• Data entries:
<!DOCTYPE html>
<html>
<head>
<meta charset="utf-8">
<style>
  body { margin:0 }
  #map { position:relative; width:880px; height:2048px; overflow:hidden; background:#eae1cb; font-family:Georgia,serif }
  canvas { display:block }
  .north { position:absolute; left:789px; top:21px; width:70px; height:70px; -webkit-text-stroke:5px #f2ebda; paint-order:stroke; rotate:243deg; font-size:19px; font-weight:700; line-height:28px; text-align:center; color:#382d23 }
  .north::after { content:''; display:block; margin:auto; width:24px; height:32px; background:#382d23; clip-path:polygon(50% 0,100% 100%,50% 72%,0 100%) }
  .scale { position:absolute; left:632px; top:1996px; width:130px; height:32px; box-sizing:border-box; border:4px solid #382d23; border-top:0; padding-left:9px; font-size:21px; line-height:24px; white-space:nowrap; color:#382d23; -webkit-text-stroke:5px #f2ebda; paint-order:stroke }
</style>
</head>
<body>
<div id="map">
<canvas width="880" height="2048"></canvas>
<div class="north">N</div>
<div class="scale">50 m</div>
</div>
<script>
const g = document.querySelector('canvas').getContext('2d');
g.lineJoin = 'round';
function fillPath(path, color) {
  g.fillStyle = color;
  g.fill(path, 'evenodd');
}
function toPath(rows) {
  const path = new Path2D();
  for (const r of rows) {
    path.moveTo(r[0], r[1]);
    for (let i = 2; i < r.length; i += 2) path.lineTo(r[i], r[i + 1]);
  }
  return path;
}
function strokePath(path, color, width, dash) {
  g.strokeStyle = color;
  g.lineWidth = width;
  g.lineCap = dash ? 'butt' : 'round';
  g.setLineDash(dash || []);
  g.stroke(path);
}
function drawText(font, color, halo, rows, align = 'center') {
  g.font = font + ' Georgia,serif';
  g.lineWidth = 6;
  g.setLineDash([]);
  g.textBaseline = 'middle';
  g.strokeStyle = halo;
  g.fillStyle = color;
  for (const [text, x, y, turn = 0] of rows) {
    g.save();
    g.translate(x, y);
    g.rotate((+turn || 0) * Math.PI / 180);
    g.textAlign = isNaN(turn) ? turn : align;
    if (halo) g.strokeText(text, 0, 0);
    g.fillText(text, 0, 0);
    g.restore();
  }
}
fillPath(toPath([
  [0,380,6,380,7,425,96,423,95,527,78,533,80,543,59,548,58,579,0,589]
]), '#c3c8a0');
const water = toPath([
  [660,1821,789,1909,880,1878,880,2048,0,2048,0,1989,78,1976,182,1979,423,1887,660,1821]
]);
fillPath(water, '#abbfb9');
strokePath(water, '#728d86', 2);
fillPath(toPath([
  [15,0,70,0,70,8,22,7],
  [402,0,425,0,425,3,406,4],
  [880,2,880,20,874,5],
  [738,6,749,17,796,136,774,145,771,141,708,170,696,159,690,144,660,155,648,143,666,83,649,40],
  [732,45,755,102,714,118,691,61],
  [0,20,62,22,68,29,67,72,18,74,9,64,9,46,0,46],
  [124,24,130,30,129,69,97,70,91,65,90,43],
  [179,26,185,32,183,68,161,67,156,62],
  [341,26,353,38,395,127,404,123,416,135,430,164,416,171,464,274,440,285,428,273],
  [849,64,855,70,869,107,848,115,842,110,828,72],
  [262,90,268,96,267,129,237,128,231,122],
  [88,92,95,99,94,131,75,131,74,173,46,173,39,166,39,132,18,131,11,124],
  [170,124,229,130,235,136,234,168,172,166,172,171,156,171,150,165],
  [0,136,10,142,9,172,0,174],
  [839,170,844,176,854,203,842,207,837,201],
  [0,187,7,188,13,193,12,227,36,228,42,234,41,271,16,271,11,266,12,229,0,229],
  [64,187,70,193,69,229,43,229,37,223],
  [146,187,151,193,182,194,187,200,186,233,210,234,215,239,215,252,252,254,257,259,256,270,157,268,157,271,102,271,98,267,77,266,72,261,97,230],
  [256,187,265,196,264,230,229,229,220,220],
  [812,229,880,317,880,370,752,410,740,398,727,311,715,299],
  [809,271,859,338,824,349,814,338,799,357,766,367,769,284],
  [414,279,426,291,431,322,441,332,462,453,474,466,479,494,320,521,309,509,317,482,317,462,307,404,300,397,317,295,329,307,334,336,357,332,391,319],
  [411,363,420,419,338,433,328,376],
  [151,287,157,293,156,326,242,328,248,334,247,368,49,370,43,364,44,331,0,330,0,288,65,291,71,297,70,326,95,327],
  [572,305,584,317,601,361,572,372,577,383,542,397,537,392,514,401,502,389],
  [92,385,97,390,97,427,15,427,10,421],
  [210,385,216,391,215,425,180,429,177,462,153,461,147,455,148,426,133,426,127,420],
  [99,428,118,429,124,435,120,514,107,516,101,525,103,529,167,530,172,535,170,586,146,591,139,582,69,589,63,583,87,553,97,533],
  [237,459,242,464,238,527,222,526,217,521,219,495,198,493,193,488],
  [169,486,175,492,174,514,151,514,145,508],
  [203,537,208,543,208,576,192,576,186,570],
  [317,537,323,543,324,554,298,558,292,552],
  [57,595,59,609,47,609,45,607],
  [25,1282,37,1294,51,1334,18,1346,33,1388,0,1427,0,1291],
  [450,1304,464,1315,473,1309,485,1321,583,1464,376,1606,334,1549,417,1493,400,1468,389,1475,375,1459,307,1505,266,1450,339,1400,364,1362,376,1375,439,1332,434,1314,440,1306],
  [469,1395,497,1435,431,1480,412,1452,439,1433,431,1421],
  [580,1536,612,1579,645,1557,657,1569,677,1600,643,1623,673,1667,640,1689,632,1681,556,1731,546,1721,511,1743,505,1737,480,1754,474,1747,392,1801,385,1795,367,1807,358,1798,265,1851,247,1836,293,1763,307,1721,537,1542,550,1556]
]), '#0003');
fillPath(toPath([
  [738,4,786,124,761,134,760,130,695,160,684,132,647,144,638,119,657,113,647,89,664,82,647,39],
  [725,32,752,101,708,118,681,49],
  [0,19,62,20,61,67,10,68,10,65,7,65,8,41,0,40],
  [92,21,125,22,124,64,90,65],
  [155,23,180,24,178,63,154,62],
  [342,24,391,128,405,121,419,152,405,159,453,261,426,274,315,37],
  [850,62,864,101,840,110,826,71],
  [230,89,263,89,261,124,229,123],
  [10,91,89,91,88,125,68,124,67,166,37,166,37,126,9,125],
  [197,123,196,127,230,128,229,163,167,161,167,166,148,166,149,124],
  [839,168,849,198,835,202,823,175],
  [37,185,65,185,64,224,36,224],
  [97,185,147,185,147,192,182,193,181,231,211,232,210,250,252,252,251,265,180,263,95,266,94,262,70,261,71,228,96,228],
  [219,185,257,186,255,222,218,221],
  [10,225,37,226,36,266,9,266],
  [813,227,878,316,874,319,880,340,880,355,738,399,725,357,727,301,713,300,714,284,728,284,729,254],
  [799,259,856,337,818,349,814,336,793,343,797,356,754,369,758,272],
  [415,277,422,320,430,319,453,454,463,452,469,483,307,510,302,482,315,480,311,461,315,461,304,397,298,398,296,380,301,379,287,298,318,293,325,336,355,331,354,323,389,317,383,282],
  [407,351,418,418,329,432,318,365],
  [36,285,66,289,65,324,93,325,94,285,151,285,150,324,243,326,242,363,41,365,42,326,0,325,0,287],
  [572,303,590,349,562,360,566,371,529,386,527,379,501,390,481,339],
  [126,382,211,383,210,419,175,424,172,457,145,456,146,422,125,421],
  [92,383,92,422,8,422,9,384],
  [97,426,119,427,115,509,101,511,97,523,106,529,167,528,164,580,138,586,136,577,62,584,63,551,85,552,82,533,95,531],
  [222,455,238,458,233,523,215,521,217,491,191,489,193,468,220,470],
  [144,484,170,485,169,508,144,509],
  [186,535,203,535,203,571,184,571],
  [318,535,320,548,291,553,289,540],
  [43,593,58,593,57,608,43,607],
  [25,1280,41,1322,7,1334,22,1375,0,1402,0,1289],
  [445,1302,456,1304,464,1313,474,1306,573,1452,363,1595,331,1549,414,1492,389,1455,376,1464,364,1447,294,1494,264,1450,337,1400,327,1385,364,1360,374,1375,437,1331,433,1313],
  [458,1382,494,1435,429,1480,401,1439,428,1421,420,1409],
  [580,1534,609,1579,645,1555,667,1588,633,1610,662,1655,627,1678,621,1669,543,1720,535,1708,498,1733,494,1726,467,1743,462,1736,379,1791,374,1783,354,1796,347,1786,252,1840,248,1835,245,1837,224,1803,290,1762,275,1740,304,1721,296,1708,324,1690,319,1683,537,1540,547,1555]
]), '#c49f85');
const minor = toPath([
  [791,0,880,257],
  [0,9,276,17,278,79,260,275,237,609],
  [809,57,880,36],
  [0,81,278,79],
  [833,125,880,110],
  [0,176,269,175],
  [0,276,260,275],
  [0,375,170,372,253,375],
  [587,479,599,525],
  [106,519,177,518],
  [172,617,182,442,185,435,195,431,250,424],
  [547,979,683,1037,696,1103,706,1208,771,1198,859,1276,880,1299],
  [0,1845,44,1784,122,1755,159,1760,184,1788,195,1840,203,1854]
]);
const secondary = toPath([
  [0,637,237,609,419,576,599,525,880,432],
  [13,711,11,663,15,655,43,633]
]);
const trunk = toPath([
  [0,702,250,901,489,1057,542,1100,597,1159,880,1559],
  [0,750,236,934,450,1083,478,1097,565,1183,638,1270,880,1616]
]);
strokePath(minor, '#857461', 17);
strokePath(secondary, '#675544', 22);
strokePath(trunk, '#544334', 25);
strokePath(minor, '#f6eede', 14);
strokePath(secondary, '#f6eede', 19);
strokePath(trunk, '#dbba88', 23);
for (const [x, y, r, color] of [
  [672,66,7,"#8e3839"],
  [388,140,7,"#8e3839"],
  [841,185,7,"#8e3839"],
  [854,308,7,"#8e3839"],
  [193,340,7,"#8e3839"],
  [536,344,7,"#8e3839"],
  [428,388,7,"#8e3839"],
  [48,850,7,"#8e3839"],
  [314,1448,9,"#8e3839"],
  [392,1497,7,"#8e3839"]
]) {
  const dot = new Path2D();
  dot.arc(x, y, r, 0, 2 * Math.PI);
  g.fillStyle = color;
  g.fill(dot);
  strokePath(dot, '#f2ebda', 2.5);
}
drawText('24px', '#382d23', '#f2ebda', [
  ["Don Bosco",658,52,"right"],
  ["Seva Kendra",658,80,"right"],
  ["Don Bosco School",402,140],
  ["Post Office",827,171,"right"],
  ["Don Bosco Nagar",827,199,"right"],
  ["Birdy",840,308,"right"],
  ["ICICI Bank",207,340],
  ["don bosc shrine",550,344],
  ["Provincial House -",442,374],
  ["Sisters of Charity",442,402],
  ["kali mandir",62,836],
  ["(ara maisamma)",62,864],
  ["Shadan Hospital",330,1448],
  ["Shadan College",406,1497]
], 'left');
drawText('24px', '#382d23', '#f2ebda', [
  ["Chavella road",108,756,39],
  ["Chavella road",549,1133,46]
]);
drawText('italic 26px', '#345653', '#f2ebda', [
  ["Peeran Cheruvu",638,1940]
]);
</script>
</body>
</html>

• TASK BRIEF: Go through the records line by line, and copy each line that holds the string "align".

• YOUR SOLUTION:
  .north { position:absolute; left:789px; top:21px; width:70px; height:70px; -webkit-text-stroke:5px #f2ebda; paint-order:stroke; rotate:243deg; font-size:19px; font-weight:700; line-height:28px; text-align:center; color:#382d23 }
function drawText(font, color, halo, rows, align = 'center') {
    g.textAlign = isNaN(turn) ? turn : align;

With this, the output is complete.